Venezuela : le pétrole qui attise une crise explosive avec le Guyana

Une frontière contestée, des milliards de barils de pétrole et des tensions militaires croissantes : en Amérique du Sud, un conflit oublié est en train de revenir au premier plan… avec des risques bien réels. Et dans l’ombre, les grandes puissances commencent déjà à se positionner.
Une vieille dispute qui refait surface
Au cœur de la crise : la région de l’Essequibo, un territoire vaste et riche revendiqué à la fois par le Venezuela et le Guyana. Ce différend remonte au XIXe siècle, mais il était resté relativement gelé pendant des décennies. Tout change lorsque d’immenses réserves de pétrole sont découvertes au large de cette zone. Du jour au lendemain, un territoire discret devient un enjeu stratégique majeur.

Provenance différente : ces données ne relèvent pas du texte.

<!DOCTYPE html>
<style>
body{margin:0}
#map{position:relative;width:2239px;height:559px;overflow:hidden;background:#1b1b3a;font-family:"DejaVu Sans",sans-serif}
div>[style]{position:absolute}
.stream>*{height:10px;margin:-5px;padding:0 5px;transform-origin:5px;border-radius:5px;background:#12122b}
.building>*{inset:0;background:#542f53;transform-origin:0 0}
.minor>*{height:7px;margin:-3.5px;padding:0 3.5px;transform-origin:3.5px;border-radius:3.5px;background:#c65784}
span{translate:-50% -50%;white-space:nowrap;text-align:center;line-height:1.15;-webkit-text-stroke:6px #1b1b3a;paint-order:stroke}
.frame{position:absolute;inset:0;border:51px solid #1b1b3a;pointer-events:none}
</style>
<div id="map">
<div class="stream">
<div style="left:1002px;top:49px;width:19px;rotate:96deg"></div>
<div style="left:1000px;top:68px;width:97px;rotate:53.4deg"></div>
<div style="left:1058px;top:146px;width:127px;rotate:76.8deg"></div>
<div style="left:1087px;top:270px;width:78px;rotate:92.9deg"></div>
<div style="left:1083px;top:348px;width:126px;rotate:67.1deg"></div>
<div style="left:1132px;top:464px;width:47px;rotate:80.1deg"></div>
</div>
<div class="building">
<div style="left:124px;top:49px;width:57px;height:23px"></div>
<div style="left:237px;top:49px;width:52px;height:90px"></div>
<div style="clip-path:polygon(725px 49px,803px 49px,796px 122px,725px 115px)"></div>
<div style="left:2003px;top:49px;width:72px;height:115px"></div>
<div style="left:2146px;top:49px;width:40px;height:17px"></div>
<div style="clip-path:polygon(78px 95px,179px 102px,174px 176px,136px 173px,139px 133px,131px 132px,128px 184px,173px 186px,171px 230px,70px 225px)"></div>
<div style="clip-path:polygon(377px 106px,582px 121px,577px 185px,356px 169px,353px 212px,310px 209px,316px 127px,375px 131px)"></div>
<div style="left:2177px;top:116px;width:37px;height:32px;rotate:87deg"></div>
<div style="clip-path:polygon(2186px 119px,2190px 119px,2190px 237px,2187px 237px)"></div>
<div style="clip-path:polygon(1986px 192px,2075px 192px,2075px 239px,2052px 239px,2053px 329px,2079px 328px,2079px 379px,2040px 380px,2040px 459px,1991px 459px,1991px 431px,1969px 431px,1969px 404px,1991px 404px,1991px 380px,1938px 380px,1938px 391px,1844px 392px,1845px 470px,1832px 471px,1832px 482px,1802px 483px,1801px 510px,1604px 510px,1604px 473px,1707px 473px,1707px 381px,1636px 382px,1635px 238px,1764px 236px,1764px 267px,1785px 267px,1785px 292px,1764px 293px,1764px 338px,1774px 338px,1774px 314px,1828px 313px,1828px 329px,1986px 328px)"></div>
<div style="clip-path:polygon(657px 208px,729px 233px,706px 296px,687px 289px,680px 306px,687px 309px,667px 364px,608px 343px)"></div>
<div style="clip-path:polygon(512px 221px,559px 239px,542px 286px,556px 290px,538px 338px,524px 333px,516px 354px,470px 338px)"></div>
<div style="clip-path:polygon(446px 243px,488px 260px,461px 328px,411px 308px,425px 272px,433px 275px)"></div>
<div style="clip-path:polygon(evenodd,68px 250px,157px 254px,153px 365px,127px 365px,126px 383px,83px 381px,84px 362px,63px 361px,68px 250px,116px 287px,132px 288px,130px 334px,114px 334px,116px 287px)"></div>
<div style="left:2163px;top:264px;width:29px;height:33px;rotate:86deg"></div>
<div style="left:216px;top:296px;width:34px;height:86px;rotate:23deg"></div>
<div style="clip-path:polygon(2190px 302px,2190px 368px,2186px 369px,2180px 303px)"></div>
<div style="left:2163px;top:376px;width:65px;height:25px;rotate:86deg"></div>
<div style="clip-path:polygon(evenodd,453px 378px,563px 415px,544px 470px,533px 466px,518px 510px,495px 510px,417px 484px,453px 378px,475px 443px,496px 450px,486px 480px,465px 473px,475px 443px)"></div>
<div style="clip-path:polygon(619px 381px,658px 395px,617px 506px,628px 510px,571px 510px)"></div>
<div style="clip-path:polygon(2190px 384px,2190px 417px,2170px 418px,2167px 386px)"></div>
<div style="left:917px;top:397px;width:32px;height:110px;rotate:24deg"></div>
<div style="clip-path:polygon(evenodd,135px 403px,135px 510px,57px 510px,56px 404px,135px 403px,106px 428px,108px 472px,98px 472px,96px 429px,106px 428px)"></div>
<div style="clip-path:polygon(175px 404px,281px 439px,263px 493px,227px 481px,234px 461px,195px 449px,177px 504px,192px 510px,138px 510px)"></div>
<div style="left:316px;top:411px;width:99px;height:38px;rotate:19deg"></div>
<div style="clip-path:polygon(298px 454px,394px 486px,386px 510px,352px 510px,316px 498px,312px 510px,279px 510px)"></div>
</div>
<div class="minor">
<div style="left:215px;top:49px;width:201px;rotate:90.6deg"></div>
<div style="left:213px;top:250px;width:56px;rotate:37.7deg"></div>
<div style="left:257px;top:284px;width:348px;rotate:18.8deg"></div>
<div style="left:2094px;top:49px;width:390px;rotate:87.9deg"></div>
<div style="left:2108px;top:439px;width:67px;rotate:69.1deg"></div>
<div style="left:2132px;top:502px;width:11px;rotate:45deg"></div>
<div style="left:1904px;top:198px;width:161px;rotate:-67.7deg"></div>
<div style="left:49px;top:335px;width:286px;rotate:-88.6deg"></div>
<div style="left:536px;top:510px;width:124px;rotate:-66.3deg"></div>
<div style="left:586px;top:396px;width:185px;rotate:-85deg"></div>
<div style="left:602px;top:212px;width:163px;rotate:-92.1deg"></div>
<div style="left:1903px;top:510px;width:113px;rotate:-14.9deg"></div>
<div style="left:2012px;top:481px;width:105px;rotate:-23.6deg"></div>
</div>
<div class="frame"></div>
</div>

Le pétrole, déclencheur de tensions
La découverte de gisements offshore, notamment exploités avec l’aide de compagnies internationales comme ExxonMobil, transforme le Guyana en nouvel eldorado énergétique. Pour Caracas, cette situation est inacceptable : le Venezuela considère que ces ressources lui appartiennent. Résultat : une montée rapide des tensions, alimentée par des déclarations politiques de plus en plus agressives.
Une stratégie politique sous pression
Le président Nicolás Maduro utilise aussi ce conflit dans un contexte intérieur difficile. Entre crise économique et contestation politique, la question de l’Essequibo devient un levier nationaliste puissant. Revendiquer ce territoire permet de mobiliser l’opinion publique et de détourner l’attention des difficultés internes.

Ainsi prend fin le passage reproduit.